Ultimately, for me at least, much of my enjoyment of the game of Magic comes from nostalgia. Whether it’s a card that you can remember thinking was amazing when you first started playing, remembering that first FNM victory, or more importantly, memories of hanging out with other Magic players, travelling… it’s probably not a coincidence that so much time at Grand Prixes or Nationals is spent reminiscing about past events, sharing hilarious stories, etc.
Time Spiral does an excellent job of condensing this element of Magic into one set. The “purple” cards, the cards that are specifically designed to remind you of one or two older cards, the random set mechanics assorted throughout the set – Thallids here, flashback there, Rebel chain here…
Aside from all that, triple Time Spiral was a great set to draft. All the little subthemes achieved exactly what I like to see in a good draft format – little “archetypes” that you could successfully build, but without them being so powerful that you were required to, for example, draft a tribal themed deck. You could exploit a Thallid subtheme, or get a minor Rebel chain happening, and you would be rewarded with certain late pick cards becoming much better in your deck. But there was never any requirement to do this – you could just draft a “good deck” if you felt like it.
Planar Chaos is, in many ways, a much less successful set than Time Spiral. It’s unsurprising given the theme: exploiting the past is easy, making an “alternative present” seem interesting is much more difficult. There were definitely successes – see Damnation – but a lot of the “presentshifted” cards are just kind of boring.
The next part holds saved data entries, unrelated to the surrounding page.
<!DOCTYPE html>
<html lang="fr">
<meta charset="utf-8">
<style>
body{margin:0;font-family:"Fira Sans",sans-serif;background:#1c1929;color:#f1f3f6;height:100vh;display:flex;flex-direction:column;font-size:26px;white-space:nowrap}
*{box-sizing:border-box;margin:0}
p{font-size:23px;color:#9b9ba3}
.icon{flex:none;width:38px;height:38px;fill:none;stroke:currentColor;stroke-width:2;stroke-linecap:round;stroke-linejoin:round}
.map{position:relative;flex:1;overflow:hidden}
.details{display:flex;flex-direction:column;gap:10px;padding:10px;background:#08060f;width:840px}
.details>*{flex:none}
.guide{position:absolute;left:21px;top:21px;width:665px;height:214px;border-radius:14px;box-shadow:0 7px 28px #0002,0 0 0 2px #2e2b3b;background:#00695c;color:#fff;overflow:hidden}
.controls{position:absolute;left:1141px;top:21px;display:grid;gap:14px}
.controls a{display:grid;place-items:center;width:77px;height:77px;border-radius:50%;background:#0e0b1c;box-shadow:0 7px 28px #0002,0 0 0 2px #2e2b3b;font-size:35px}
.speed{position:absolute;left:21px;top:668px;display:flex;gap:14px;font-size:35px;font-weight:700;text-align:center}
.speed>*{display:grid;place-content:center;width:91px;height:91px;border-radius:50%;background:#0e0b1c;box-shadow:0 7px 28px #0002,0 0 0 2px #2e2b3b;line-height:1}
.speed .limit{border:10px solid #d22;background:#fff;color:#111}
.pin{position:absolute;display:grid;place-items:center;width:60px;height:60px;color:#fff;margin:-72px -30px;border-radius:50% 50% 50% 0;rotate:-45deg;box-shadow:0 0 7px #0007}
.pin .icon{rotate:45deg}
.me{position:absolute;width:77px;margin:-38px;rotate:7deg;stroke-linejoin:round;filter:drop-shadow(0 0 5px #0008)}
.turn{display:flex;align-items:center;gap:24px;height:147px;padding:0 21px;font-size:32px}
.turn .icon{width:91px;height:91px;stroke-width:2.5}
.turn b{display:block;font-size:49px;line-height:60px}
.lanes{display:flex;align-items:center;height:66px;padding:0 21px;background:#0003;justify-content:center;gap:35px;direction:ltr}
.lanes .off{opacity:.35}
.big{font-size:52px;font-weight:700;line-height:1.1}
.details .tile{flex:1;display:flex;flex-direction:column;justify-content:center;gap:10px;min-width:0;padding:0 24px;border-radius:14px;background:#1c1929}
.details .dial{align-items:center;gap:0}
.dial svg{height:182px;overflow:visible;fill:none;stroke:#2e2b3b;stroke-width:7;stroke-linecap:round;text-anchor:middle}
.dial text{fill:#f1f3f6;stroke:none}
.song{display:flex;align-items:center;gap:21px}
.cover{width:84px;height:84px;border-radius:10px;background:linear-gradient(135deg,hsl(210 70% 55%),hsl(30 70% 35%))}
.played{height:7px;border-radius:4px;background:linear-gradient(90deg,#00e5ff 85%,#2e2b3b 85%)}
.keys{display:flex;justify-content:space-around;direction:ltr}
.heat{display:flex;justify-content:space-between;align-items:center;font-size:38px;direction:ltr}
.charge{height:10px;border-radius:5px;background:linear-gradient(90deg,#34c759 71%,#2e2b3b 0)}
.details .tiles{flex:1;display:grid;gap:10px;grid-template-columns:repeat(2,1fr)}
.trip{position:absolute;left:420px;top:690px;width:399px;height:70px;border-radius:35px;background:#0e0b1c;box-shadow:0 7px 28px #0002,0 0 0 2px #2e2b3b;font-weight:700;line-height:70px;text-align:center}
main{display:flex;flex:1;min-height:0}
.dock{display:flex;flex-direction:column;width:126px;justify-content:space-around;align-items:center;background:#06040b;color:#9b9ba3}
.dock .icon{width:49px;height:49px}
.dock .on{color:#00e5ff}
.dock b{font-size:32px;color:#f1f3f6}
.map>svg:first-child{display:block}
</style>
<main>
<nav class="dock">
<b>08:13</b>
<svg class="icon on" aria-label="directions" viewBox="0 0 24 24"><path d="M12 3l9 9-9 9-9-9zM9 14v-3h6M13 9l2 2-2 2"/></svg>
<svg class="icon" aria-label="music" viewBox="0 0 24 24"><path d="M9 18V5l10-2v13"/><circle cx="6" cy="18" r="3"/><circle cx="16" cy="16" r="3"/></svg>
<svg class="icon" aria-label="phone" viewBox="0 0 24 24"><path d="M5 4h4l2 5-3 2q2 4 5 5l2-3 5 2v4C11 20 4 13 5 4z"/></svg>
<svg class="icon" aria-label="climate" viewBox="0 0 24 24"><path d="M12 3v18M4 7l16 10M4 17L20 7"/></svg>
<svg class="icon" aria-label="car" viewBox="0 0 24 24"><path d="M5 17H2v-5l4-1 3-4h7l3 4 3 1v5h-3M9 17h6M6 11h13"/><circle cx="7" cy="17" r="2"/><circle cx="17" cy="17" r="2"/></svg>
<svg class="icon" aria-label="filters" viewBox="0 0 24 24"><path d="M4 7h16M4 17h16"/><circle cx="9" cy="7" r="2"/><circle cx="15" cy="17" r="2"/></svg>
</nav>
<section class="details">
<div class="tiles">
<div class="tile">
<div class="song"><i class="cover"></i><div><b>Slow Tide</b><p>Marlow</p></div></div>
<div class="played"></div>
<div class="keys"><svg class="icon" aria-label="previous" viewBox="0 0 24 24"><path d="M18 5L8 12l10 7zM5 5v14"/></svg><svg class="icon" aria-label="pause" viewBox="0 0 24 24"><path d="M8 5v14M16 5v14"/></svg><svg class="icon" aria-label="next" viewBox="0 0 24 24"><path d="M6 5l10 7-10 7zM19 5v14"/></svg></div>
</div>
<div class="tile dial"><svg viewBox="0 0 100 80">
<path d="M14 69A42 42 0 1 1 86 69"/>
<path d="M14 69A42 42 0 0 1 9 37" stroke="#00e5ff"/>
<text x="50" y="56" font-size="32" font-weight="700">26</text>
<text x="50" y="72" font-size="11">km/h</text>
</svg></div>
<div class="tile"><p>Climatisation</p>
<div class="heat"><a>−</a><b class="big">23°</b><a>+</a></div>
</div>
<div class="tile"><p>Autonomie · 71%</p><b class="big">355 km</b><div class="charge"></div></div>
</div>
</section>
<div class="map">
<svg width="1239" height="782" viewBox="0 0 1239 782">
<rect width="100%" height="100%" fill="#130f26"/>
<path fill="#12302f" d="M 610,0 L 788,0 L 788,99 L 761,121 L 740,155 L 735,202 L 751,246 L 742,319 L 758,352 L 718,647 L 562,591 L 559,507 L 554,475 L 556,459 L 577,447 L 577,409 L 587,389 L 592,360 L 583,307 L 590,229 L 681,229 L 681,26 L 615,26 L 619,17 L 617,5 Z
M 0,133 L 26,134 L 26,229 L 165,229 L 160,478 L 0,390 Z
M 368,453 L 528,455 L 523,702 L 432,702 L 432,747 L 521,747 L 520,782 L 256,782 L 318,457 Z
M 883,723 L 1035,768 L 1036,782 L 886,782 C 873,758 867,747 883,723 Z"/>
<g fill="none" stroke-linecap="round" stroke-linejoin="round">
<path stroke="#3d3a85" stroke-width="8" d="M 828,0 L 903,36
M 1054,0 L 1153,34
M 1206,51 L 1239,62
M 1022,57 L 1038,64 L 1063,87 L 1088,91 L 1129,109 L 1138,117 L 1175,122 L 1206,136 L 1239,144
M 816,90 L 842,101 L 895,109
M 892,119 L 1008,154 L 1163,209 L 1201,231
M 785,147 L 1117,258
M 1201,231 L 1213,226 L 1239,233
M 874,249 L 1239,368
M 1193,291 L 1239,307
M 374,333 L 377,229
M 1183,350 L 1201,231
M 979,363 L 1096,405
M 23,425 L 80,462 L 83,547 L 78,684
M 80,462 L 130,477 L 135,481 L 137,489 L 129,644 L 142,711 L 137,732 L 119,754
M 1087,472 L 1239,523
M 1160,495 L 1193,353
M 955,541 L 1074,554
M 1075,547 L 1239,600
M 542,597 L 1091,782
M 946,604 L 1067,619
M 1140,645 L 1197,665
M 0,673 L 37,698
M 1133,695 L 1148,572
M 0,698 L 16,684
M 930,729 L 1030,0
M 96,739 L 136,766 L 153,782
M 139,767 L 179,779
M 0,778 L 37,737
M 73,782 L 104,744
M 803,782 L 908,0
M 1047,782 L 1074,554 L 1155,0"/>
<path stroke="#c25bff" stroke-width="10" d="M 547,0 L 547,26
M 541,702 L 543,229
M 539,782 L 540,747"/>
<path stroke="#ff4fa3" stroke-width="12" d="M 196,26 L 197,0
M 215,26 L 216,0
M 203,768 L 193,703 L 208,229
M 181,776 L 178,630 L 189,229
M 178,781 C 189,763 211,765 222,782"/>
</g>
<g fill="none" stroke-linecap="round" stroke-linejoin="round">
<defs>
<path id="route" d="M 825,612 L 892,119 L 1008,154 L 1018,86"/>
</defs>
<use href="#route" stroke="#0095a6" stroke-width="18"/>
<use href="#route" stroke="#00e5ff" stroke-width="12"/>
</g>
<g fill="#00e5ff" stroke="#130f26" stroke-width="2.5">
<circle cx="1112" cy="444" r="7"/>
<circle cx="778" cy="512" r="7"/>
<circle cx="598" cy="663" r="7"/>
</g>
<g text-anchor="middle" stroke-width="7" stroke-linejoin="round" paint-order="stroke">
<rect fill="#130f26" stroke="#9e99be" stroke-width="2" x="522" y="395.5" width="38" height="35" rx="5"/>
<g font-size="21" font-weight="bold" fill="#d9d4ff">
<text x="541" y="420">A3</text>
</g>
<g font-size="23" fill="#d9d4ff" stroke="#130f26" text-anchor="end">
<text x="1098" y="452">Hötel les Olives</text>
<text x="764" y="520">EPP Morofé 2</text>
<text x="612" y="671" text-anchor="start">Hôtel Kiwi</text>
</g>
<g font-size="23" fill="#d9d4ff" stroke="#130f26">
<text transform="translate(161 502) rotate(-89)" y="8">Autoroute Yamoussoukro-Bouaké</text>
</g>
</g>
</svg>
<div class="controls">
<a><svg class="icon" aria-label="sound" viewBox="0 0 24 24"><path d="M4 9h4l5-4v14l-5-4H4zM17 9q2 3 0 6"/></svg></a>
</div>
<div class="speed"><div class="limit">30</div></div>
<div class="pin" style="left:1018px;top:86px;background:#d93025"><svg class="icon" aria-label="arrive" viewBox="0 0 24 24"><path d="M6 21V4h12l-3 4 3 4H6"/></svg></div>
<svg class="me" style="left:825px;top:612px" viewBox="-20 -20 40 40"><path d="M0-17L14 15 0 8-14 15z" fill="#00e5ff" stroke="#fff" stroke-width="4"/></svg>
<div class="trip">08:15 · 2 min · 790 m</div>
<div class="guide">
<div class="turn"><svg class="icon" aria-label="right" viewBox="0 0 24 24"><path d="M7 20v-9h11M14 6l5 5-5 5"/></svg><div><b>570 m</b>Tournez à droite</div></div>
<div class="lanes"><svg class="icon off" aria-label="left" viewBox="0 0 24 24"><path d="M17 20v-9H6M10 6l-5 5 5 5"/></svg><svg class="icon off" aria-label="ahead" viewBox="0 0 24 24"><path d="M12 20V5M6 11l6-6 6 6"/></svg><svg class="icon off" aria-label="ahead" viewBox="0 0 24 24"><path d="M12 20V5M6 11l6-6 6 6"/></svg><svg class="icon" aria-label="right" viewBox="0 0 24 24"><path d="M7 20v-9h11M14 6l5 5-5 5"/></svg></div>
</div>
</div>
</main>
Still, design issues aside, TTP was still a good format. Themes from Time Spiral were carried across – there were still Rebels, still Thallids, etc – and suspend continued to play a large part. It was around this time in the Limited format that I realised just how important suspend was, so credit for Wizards for continuing to support the mechanic with strong Limited cards. Unlike, say, Affinity for Artifacts.
Future Sight was another great set design-wise, although I have a lingering complaint that R&D simply spoke too much about it. I didn’t want to know that we’d never actually get to assemble a Contraption! Similarly the futureshifted theme would’ve worked much better if they’d waited a couple sets before “officially” giving names to deathtouch and reach.
Future Sight did a lot of interesting things for Limited. It had support for earlier themes – suspend, Thallids, Rebels (Bound in Silence! Though fewer Time Spiral packs meant Rebels were rarely relevant) – and had cool combinations of keyworded abilities that made for interesting play decisions – Ichor Slick is a great example.
Sprout Swarm was also a great combination of abilities, but also kind of the fly in the ointment that was TPF draft. Sprout Swarm warped TPF in many ways – if you were playing a ground pounder deck without ways to answer it, you pretty much just lost to the card – and to make things worse you could splash it quite easily into non-Green decks (though it was obviously better in Green decks). I suppose we’re just lucky that it wasn’t in the base set, but this was a common bomb that maybe even eclipses the power of Sparksmith. I dealt with it by drafting nothing but evasive Blue/White decks with maindeck counterspells. Still, it did make for interesting games, as overpowered as it was.
Even considering the mistake that was Sprout Swarm, I overall really enjoyed TPF. Honestly I would happily draft any one of these formats again – I would just make sure I wasn’t drafting Black!
Well, I’ve still got a few Blocks to go, but I’ll take a break for now. Your thoughts, Paper-Gamers?